5.5 Unique and overlapping features
Often an analysis batch is composed of different sample groups, such as different treatments, influent/effluent etc. In such scenarios it may be highly interesting to evaluate uniqueness or overlap between these samples. Furthermore, extracting overlapping or unique features is a simple but effective prioritization strategy.
The overlap()
and unique()
functions can be used to extract overlapping and unique features between replicate groups, respectively. Both functions return a subset of the given featureGroups
object. An overview of their arguments is given below.
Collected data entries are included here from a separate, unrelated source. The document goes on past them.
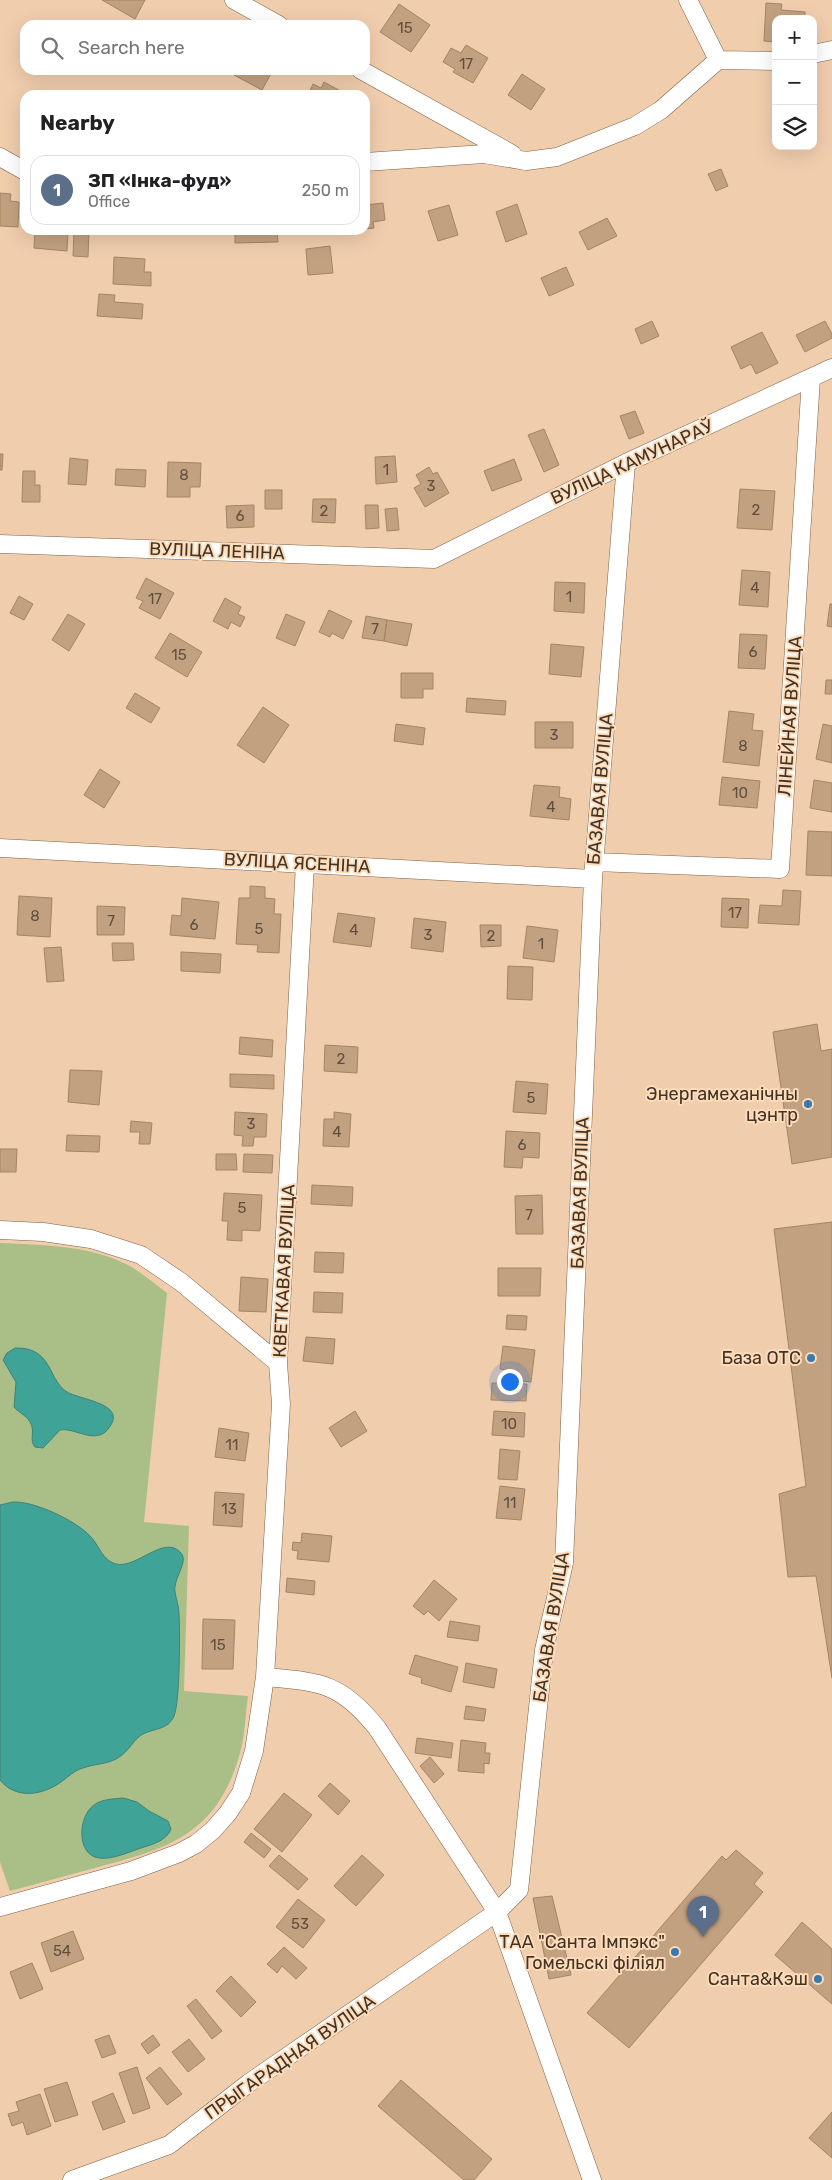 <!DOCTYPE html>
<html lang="en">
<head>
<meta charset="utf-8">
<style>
	:root { --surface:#fff; --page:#f6f6f6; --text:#202124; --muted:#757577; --line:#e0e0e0; --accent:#0f766e }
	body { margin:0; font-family:Rubik,sans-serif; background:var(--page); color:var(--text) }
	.controls { position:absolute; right:15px; top:15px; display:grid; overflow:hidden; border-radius:10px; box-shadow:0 5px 20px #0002 }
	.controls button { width:45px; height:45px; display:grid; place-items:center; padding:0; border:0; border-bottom:1px solid var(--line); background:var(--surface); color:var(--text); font:25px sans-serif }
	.you { position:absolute; left:509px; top:1381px; width:18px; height:18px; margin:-12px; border:4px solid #fff; border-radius:50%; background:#1a73e8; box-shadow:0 0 0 8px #1a73e833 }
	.badge { display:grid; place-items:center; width:32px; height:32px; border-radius:50%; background:var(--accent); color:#fff; font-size:16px; font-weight:700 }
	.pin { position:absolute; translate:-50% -41px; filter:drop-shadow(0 1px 2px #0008) }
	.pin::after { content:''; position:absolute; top:26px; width:18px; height:15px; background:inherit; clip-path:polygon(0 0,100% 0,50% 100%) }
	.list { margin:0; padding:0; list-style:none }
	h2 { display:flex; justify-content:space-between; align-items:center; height:65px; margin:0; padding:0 20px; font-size:21px }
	h2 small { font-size:16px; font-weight:400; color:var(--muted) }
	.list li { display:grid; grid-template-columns:32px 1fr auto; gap:15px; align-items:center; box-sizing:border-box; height:70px; margin:0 10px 10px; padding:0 10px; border:1px solid var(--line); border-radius:15px }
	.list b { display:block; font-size:19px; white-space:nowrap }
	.list p { margin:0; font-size:16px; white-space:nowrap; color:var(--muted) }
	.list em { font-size:16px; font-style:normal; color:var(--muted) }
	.icon { flex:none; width:28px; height:28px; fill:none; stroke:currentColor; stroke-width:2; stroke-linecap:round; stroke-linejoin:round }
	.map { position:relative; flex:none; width:832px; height:2180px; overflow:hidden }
	.search { position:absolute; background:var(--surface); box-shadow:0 5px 20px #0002; left:20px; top:20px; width:350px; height:55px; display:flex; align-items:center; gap:12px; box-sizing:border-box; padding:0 18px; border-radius:15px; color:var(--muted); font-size:19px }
	.panel { position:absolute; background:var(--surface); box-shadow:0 5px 20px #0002; left:20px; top:90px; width:350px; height:145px; border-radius:15px }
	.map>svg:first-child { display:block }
	.green { fill:#aabf88 }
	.water { fill:#40a398; stroke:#408276 }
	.building { fill:#c2a181; stroke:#a48465 }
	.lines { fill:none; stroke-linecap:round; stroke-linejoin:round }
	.street-casing { stroke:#7f6043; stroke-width:19 }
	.street { stroke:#fff; stroke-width:18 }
	.poi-dot { fill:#367bb0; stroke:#fedbb9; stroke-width:2 }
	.labels { text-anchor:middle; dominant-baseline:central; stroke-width:4; stroke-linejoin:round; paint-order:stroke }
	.number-label { font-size:15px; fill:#614f3e }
	.street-label { font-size:18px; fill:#413427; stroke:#fedbb9 }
	.poi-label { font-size:18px; fill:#413427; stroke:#fedbb9; text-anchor:end }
</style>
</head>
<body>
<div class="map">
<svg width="832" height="2180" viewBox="0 0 832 2180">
	<rect width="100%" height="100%" fill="#f0cdad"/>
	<!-- green -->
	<path class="green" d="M0,1243C41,1245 88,1245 126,1264C141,1272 154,1283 167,1293L144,1522L189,1526L184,1691L248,1696C245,1718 245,1739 238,1760C215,1833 170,1848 102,1866C72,1874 41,1883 10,1891L0,1862Z"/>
	<!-- water -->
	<path class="water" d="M15,1348C53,1347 47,1379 67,1392C78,1399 122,1403 112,1423C99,1449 77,1427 60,1430L43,1448L35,1447C29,1440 35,1432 31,1424C28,1416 19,1413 14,1407L16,1382L3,1360L7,1353Z
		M13,1502C34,1501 75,1520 90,1536C98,1544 101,1556 111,1562C133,1575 163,1532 181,1553C189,1562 173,1578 175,1592C176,1599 179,1606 179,1614C180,1632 180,1702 174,1716C168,1730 155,1728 143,1734C134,1739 130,1749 122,1755C110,1765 96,1763 83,1768C75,1770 68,1777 61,1782C43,1795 16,1800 0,1780V1505Z
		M123,1798L137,1802L149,1811L168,1821L171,1829C167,1840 154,1844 144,1847C131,1851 113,1860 99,1858C76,1855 78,1816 94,1805C102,1799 113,1799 123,1798Z"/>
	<!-- building -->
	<path class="building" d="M102,0H145L135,19Z
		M766,3L782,4L781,10L805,12V19H776V42L764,41Z
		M399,4L430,25L411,52L380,32Z
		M466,45L488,58L473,83L453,72L455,69L443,62L451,48L461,53Z
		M237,70H273L262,90L234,75Z
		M522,74L545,89L531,110L508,95Z
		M324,82L346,94V95H308L313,84L321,88Z
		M721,169L728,186L716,191L708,174Z
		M0,193L11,194L10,201L19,202L18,227L0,226Z
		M383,203L385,220L373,222L374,228L365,229V205Z
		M517,204L527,234L506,242L496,212Z
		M449,205L458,235L438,241L428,211Z
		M607,218L617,236L588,250L579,232Z
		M35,230L68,231L67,251L34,248Z
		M74,230H89L88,257L73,256Z
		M171,230H199L172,234Z
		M235,230H277L278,242L235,243Z
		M330,246L333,273L308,275L306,249Z
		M114,257L145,259L144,272H151V286L113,284Z
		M566,267L574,285L549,296L541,278Z
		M99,294L115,295L114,302L143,304L142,319L97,316Z
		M652,321L659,336L641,344L635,329Z
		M825,321L832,334V338L805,352L796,335Z
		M762,332L778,363L756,374L751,364L741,369L731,347Z
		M635,411L644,433L629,439L620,416Z
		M544,429L559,465L544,472L528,435Z
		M0,454H3L2,470H0Z
		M395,456L397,482L376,484L375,457Z
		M70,458L88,460L86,485L68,484Z
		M514,459L522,480L492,491L484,471Z
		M168,462L201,463L200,487H190V497H167Z
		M429,467L433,474L437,472L449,493L425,507L414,488L421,484L416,475Z
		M116,469L146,470L145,487L115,485Z
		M23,471H35V485H40V502H22Z
		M740,489L775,491L772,530L737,528Z
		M265,490H282V509H265Z
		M313,499H336L335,523L312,522Z
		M254,505V527L227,528L226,506Z
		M365,505H378L379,528L366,529Z
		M397,508L399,530L387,531L385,509Z
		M742,570L770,572L768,607L739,605Z
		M146,578L174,593L160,619L139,608L143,601L136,598Z
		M555,582L585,583L584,613L554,611Z
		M19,596L33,604L24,620L10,613Z
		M225,598L241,607L238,614L245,617L240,627L231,622L228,629L213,621Z
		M830,604H832V627L827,626Z
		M329,610L352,621L343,639L332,633L330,637L319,632Z
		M68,614L85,624L69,651L52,640Z
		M286,614L305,622L295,646L276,638Z
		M366,616L387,620L384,641L362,638Z
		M387,620L412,624L407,646L384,641Z
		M170,633L202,652L187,677L155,658Z
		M740,634L767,635L765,669L738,668Z
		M551,644L584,647L581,677L549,674Z
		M401,673H433V689H423V698H401Z
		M826,680H832V694H825Z
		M135,693L160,708L151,723L126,708Z
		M467,698L506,701L505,715L466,712Z
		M263,707L289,725L264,763L237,745Z
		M729,711L754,714L752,730L763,731L759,766L723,762Z
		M535,722H573V748H535Z
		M396,724L425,728L423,745L394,741Z
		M823,724L832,726V763L816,759Z
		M100,769L120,782L104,808L84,795Z
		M722,777L760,781L757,808L719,805Z
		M814,780L832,783V812L810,808Z
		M534,785L560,787L559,797L571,799L569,820L530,816Z
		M808,831L832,832V876L806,875Z
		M250,886L265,887V898L275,899L274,914H281L279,953L257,952L258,945L236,944L239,898H250Z
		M783,890L801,891L799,925L758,923L760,905L782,906Z
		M19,896L52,898L50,937L17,935Z
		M182,898L219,902L215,939L170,935L172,915L181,916Z
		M722,898L749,899L748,928L721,927Z
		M97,906L125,907L124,935H97Z
		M338,913L375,918L371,947L333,942Z
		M414,918L446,922L443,952L411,948Z
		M480,925H501V946L481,947Z
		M527,926L558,930L554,962L523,958Z
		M112,943H133L134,960L113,961Z
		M61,947L64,981L47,982L44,948Z
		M181,952L221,954L220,973L181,971Z
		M508,966L533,967L532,1000L507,999Z
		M817,1024L821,1051L832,1049V1157L792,1164L773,1032Z
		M240,1037L273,1040L272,1057L239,1054Z
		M325,1045L358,1047L357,1073L324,1071Z
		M70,1070L102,1071L99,1105L68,1102Z
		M230,1074L274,1075V1089L230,1087Z
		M516,1081L548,1084L546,1114L513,1112Z
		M235,1112L267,1114L266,1137H254L253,1146H242L243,1136L234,1135Z
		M334,1112L351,1114L349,1147L323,1146L324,1119H334Z
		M131,1121L152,1123L150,1144H139L140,1132H130Z
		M506,1131L540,1133L539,1158L523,1157L522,1168L504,1167Z
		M67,1135L100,1136L99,1152L66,1151Z
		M0,1149H17L16,1172H0Z
		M216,1154H236L237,1170H216Z
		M244,1154L273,1155L272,1173L243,1172Z
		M312,1185L353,1187L352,1206L311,1204Z
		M224,1193L262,1195L260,1231L242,1230V1241L227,1240L228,1221H222Z
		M542,1195L543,1234H516L515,1196Z
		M832,1222V1678L816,1576L788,1577L779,1494L806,1486L774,1229Z
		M315,1252L344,1253L343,1273L314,1272Z
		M498,1268H541L540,1296H498Z
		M241,1277L268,1279L266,1312L239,1311Z
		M314,1292L343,1293L342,1313L313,1312Z
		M507,1315L527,1316L526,1330L506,1329Z
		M306,1337L335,1339L333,1364L303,1361Z
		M503,1346L535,1350L531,1382L511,1380L512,1371L500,1369Z
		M492,1383L527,1384L526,1401L491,1400Z
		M355,1411L367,1431L341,1447L329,1428Z
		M494,1411L525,1413L524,1437L492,1435Z
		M219,1428L249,1433L245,1461L215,1457Z
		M500,1449L520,1451L517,1480L498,1479Z
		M500,1486L525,1489L521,1520L496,1518Z
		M215,1492L244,1494L242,1527L213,1525Z
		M302,1533L332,1536L329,1562L297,1559L298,1551L292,1550L293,1542L301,1543Z
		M287,1578L315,1581L314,1595L286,1592Z
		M434,1580L457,1599L439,1621L428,1611L424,1615L413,1606Z
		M203,1619L235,1620L233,1669H202Z
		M450,1621L480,1626L478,1641L447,1637Z
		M415,1655L458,1667L451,1692L421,1683L422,1678L409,1674Z
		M466,1663L497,1669L494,1688L463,1682Z
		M466,1706L486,1709L484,1721L464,1719Z
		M417,1738L453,1743L451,1758L415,1753Z
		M461,1740L486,1743L485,1753H490L489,1764L484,1763V1773L458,1771Z
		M430,1757L444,1774L434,1783L420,1766Z
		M330,1783L350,1801L338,1815L318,1796Z
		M284,1793L312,1815L282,1852L254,1829Z
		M251,1833L271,1849L264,1858L244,1842Z
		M736,1850L763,1873L754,1884L763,1892L629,2048L587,2013L722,1856L726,1860Z
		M279,1855L308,1879L298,1890L269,1866Z
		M362,1855L384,1875L356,1906L334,1886Z
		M552,1896L571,1975L549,1979L533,1898Z
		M298,1899L325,1920L303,1948L276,1927Z
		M802,1922L832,1949V2004L775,1955Z
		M73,1931L84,1959L51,1972L41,1943Z
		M284,1947L307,1968L296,1979L282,1966L277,1973L267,1964Z
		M32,1963L43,1989L20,1999L10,1972Z
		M231,1976L256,2002L241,2017L216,1991Z
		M196,1999L222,2031L212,2039L187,2006Z
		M109,2035L116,2053L102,2058L95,2040Z
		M153,2035L160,2045L148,2054L141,2044Z
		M189,2039L205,2059L188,2072L172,2052Z
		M137,2067L150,2108L133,2114L119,2073Z
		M160,2067L182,2094L167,2105L146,2078Z
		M401,2080L492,2159L474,2180H464L378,2106Z
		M67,2082L78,2115L55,2122L44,2089Z
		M113,2093L125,2122L103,2130L92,2102Z
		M40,2094L51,2126L27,2135L23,2122L12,2126L8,2114L19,2111L16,2102Z
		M832,2112V2158L809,2138Z"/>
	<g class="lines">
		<defs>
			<path id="street" d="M234,0L279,25
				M688,0L718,60
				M813,54L832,50
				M361,70L512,154
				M0,157L25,171
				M365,162L484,154L526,161L557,157L635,126L661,110L718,60L776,61
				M0,544L434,559L626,463L832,368
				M0,848L593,879
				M595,862L780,869L811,378
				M0,1230L43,1232L91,1239L141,1255L181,1282L278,1363
				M265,1677C320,1682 340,1682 377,1728L497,1912L592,2180
				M0,1907L131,1871L179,1853L196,1844L213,1830L228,1813L241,1793L254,1751L265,1677L281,1404L278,1363L305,864
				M72,2180L169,2145L249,2083L497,1912L519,1890L544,1650L564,1563L593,879L626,463"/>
		</defs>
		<!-- street casing -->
		<use href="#street" class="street-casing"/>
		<!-- street -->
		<use href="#street" class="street"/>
	</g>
	<!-- markers -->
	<g class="poi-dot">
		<circle cx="808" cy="1104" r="5"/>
		<circle cx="811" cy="1358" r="5"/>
		<circle cx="675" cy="1952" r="5"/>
		<circle cx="818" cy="1979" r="5"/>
	</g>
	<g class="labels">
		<!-- number labels -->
		<g class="number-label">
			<text x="405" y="28">15</text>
			<text x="466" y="64">17</text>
			<text x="386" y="470">1</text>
			<text x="184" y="475">8</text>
			<text x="431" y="486">3</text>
			<text x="756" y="510">2</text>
			<text x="324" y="511">2</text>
			<text x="240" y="516">6</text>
			<text x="755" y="588">4</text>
			<text x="569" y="597">1</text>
			<text x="155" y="599">17</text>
			<text x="375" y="629">7</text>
			<text x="753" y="652">6</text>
			<text x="179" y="655">15</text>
			<text x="554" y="735">3</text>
			<text x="743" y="746">8</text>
			<text x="740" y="793">10</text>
			<text x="551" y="807">4</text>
			<text x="735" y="913">17</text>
			<text x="35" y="916">8</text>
			<text x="111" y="921">7</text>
			<text x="194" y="925">6</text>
			<text x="259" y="929">5</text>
			<text x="354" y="930">4</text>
			<text x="428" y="935">3</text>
			<text x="491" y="936">2</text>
			<text x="541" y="944">1</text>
			<text x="341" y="1059">2</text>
			<text x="531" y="1098">5</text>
			<text x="251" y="1124">3</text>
			<text x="337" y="1132">4</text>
			<text x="522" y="1145">6</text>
			<text x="242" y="1208">5</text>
			<text x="529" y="1215">7</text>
			<text x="509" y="1424">10</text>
			<text x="232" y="1445">11</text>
			<text x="510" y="1503">11</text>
			<text x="229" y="1509">13</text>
			<text x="218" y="1645">15</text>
			<text x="300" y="1924">53</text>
			<text x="62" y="1951">54</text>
		</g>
		<!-- street labels -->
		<g class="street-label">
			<text transform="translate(632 462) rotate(-25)">ВУЛІЦА КАМУНАРАЎ</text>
			<text transform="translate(217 551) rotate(2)">ВУЛІЦА ЛЕНІНА</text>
			<text transform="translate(790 716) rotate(-86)">ЛІНЕЙНАЯ ВУЛІЦА</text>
			<text transform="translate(600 789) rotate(-85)">БАЗАВАЯ ВУЛІЦА</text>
			<text transform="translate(297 863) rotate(3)">ВУЛІЦА ЯСЕНІНА</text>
			<text transform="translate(580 1193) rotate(-88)">БАЗАВАЯ ВУЛІЦА</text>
			<text transform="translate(284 1271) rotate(-87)">КВЕТКАВАЯ ВУЛІЦА</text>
			<text transform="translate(551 1627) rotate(-81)">БАЗАВАЯ ВУЛІЦА</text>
			<text transform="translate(290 2057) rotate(-35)">ПРЫГАРАДНАЯ ВУЛІЦА</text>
		</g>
		<!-- poi labels -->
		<g class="poi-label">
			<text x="798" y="1094">Энергамеханічны<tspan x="798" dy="21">цэнтр</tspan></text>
			<text x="801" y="1358">База ОТС</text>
			<text x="665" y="1942">ТАА "Санта Імпэкс"<tspan x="665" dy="21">Гомельскі філіял</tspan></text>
			<text x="808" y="1979">Санта&amp;Кэш</text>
		</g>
	</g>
</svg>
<div class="controls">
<button>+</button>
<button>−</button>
<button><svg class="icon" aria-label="layers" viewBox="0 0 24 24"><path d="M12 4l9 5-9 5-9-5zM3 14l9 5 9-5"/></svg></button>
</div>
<div class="you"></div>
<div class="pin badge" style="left:703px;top:1937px;background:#5c6f8a">1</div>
<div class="search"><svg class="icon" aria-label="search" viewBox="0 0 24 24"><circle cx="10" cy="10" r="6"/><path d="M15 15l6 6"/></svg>Search here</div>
<section class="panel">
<h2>Nearby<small></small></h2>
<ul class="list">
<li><span class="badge" style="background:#5c6f8a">1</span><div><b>ЗП «Інка-фуд»</b><p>Office</p></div><em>250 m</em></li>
</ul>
</section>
</div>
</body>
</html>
Argument | Function(s) | Remarks |
---|---|---|
which |
unique() , overlap() |
The replicate groups to compare. |
relativeTo |
unique() |
Only return unique features compared to these replicate groups (NULL for all). Replicate groups in which are ignored. |
outer |
unique() |
If TRUE then only return features which are also unique among the compared replicates groups. |
exclusive |
overlap |
Only keep features that only overlap between the compared replicate groups. |
Some examples:
# only keep features uniquely present in replicate group "repl1"
fGroupsUn1 <- unique(fGroups, which = "repl1")
# only keep features in repl1/repl2 which are not in repl3
fGroupsUn2 <- unique(fGroups, which = c("repl1", "repl2"),
relativeTo = "repl3")
# only keep features that are only present in repl1 OR repl2
fGroupsUn3 <- unique(fGroups, which = c("repl1", "repl2"),
outer = TRUE)
# only keep features overlapping in repl1/repl2
fGroupsOv1 <- overlap(fGroups, which = c("repl1", "repl2"))
# only keep features overlapping in repl1/repl2 AND are not present in any other
# replicate group
fGroupsOv2 <- overlap(fGroups, which = c("repl1", "repl2"),
exclusive = TRUE)
In addition, several plotting functions are discussed in the visualization section that visualize overlap and uniqueness of features.